Politicians use public relations to make people like them
Celebrities are associated with people and products to make them more desirable.
The legacy of Bernays and PR can be felt in all aspects of 21st century society.

We realise desires through a thing, product or acting in a certain way.

Fordism
The speed of production increased in car factories through the changing technologies and mass production. There was a possible crisis of having too much stuff because of over saturation due to mass production. This meant people may not want to buy things as much anymore.

Companies need to brand themselves so they would stand out from similar products.
Giving products a persons name created an authentic and human feel rather than mechanised. This allowed for a unique identity to be created making it desirable.

Illusory idea that products will meet another desire aside from their function. People believe that the product will help them realise their ambitions. Products can be attached to a lifestyle that  people aspire to have so buy the product.

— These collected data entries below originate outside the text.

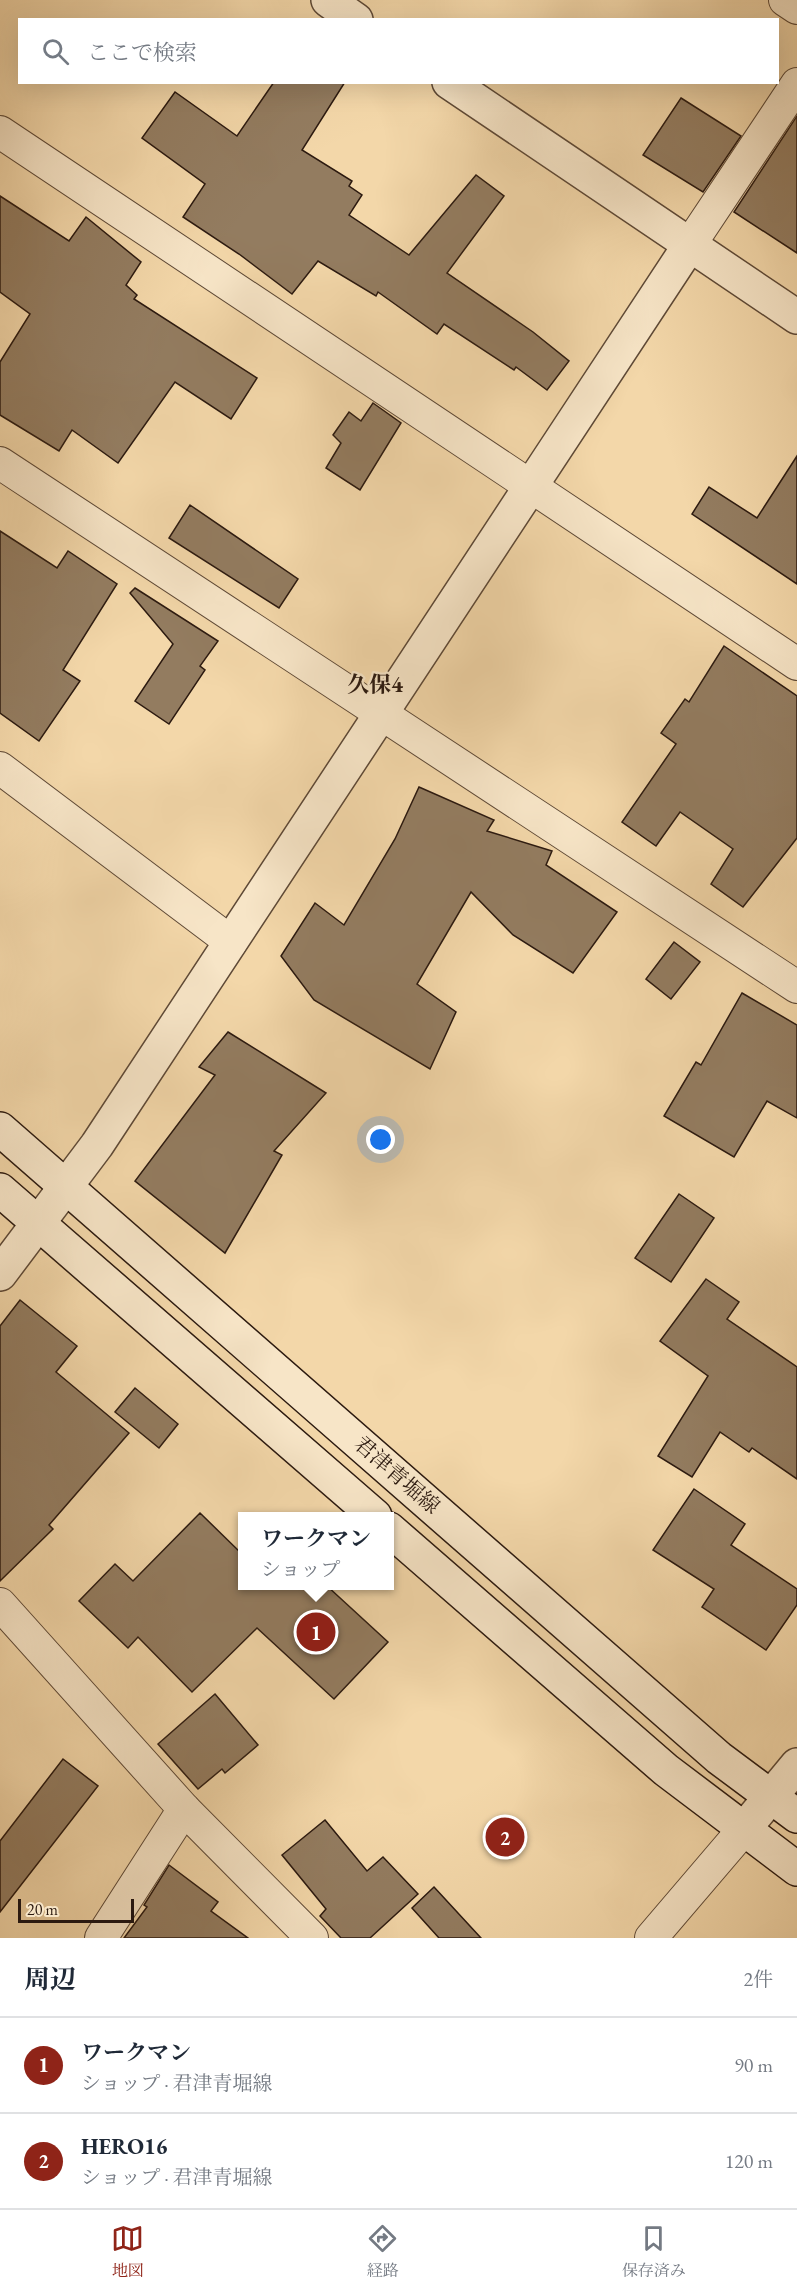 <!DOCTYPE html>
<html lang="ja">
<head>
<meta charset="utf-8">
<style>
	:root { --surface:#fff; --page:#f2f2f3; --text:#1f2937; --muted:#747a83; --line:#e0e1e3; --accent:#8f2418 }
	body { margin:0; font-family:"EB Garamond","Noto Serif JP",serif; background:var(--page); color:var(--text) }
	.scale { position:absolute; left:18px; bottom:15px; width:116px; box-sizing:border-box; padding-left:6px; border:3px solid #2c1a10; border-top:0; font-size:16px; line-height:21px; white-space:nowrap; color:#2c1a10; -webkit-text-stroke:4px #f7e5c7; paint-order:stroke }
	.you { position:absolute; left:381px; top:1140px; width:21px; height:21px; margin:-15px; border:4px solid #fff; border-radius:50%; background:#1a73e8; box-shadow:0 0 0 9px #1a73e833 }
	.badge { display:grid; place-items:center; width:39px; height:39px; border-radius:50%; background:var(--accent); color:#fff; font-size:20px; font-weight:700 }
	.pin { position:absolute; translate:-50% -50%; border:3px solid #fff; box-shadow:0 2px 6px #0006 }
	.popup { position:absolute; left:238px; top:1512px; width:156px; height:78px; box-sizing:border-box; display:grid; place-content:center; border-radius:0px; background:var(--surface); filter:drop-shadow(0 2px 4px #0005); font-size:20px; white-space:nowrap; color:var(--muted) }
	.popup b { font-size:22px; color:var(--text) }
	.popup::after { content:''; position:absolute; left:50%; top:100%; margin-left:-12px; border:12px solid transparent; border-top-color:var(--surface) }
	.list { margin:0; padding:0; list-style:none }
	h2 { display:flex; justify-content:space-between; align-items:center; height:78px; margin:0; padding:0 24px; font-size:26px }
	h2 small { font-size:20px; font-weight:400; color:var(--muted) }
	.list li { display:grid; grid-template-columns:39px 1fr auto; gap:18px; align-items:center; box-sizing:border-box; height:96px; padding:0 24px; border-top:2px solid var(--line) }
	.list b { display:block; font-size:22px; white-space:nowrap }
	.list p { margin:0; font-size:20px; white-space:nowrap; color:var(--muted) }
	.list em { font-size:20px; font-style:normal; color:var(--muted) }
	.icon { flex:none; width:33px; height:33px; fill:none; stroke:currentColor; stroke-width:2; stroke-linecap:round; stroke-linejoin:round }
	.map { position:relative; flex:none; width:797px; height:1938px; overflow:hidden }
	.search { position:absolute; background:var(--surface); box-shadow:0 6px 24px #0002; left:18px; right:18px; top:18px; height:66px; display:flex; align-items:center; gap:15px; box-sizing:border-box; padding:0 21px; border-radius:0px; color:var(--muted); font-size:22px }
	.sheet { height:270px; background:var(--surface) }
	nav { display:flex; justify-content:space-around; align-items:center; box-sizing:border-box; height:84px; border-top:2px solid var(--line); background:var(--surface); font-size:16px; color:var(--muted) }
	nav a { display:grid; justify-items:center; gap:3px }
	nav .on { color:var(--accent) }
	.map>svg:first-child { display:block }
</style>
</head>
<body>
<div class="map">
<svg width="797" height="1938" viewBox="0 0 797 1938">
	<rect width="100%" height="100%" fill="#f3d7a9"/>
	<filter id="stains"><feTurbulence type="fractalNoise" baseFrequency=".00333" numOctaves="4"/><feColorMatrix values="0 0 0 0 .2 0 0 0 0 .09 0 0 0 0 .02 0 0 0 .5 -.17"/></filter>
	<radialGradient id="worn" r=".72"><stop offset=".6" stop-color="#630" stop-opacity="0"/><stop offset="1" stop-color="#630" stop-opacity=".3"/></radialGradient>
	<g fill="#937c60" stroke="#2c1a10" stroke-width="1.5">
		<polygon points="274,82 345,82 302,150 352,181 349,186 362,195 349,215 409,255 476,175 504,196 447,273 533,332 569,361 547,390 516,367 514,370 444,324 437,334 378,292 376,296 318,261 292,294 239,254 183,217 205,184 142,138 175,92 237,136"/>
		<polygon points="681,98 741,136 703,192 643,155"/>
		<polygon points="797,116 797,253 734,212"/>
		<polygon points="0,196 69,241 86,217 141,262 126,285 137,295 134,299 257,378 231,419 175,382 118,463 72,430 59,451 0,415 0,362 30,314 0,292"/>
		<polygon points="373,403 401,423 360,490 326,468 341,443 333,435 349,412 361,421"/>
		<polygon points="797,456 797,584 692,514 709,487 757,518"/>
		<polygon points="190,505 298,579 279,608 169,538"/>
		<polygon points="0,531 57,568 68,551 117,584 63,670 80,681 39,741 0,713"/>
		<polygon points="135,588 218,641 200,666 205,670 169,724 135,701 173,644 130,593"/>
		<polygon points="724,646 797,696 797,838 743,907 711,884 733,849 680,812 656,846 622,822 676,744 661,733 685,699 689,702"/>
		<polygon points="419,787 494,820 487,831 552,851 546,865 617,912 573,973 513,935 471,892 417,984 456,1012 430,1069 314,1000 281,956 315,903 344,925 395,839"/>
		<polygon points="674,942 700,962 671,999 646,979"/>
		<polygon points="742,993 797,1025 797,1118 767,1101 734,1157 664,1116 696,1062 701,1065"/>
		<polygon points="228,1032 326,1093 274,1151 282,1155 225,1253 135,1181 215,1075 199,1067"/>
		<polygon points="679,1194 714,1218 671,1282 635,1258"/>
		<polygon points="706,1279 739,1302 727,1319 797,1367 797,1479 752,1448 749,1452 720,1432 692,1477 658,1456 708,1376 660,1341"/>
		<polygon points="20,1300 77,1346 56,1372 129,1433 49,1525 53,1529 0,1581 0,1326"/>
		<polygon points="135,1388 178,1424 159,1448 115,1412"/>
		<polygon points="694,1489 745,1524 731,1545 797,1589 797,1605 766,1650 702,1607 714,1589 653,1550"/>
		<polygon points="200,1513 243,1555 243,1586 327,1586 388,1642 334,1699 257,1628 192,1692 138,1637 128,1648 79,1601 115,1564 133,1581"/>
		<polygon points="215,1694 258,1745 225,1773 222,1769 198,1789 158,1744"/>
		<polygon points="63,1759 98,1786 0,1912 0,1841"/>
		<polygon points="325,1820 367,1871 383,1857 418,1894 370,1938 341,1938 320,1916 326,1909 282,1855"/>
		<polygon points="169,1865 218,1902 211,1911 248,1938 124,1938 147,1907 144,1905"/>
		<polygon points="434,1887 481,1938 439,1938 412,1908"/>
	</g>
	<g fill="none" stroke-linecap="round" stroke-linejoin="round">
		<g stroke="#5e4936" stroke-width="34">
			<g id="minor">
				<polyline points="785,0 797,8"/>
				<polyline points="0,132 797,664"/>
				<polyline points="689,246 797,84"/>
				<polyline points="0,463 797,987"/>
				<polyline points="0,768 231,942"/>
				<polyline points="0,1604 184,1809 312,1938"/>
				<polyline points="101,1938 184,1809"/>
				<polyline points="651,1938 744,1829"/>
			</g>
		</g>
		<g stroke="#5e4936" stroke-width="36">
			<g id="tertiary">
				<polyline points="328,0 356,20"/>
				<polyline points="449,82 797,317"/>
				<polyline points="0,1274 97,1145 689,246"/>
				<polyline points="744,1829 797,1765"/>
			</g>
		</g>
		<g stroke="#2c1a10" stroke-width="36">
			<g id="secondary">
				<polyline points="0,1129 719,1758 797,1816"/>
				<polyline points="0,1190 375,1516"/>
				<polyline points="389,1529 666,1770 797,1869"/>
			</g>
		</g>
		<use href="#minor" stroke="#f7e5c7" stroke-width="32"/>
		<use href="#tertiary" stroke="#f7e5c7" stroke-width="33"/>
		<use href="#secondary" stroke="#f7e5c7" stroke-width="33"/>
	</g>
	<g text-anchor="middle" stroke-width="4.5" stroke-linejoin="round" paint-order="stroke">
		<g font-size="21" fill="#2c1a10" stroke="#f7e5c7">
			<text transform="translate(397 1475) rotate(41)" y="7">君津青堀線</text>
		</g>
		<g font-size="22" font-weight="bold" fill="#2c1a10" stroke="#f7e5c7">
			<text x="375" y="692">久保4</text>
		</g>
	</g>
	<rect width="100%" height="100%" filter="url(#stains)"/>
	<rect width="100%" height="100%" fill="url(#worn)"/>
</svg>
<div class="scale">20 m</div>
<div class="you"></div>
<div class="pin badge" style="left:316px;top:1632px">1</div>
<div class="popup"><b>ワークマン</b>ショップ</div>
<div class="pin badge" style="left:505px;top:1837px">2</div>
<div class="search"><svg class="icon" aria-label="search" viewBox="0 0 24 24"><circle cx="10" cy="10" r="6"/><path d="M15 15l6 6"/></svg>ここで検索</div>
</div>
<section class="sheet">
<h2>周辺<small>2件</small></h2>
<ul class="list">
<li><span class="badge">1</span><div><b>ワークマン</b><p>ショップ · 君津青堀線</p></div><em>90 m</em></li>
<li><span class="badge">2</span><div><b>HERO16</b><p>ショップ · 君津青堀線</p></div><em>120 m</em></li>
</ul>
</section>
<nav>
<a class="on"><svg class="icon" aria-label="map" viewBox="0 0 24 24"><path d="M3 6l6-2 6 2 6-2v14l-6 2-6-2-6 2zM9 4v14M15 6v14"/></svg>地図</a>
<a><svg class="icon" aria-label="directions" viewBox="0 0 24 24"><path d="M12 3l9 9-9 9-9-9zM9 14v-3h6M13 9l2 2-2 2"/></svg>経路</a>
<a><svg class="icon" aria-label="saved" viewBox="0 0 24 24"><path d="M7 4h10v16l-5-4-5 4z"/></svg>保存済み</a>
</nav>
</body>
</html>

Marketing hidden needs (selling)
- emotional security
- reassurance of worth
- creative outlets
- love objects
- sense of power
- sense of roots
- immortality

Walter Lippmann
Believed that society could be organised to create a social system where people would behave and be passive.

If desires are met this makes people feel happy for a while. This creates a system where products make you think you are happy and content so therefore people act passively, but it is an illusion. It suggests that these things make our lives richer but actually they make us poorer in terms of money.

For capitalism to work a profit must be made. If too uch is produced but not enough sold this creates a depression.

Democracy and freedom are incompatible.

We believe through consumption our desires can be met.

To what extent are we 'free' in a Western Consumerist system.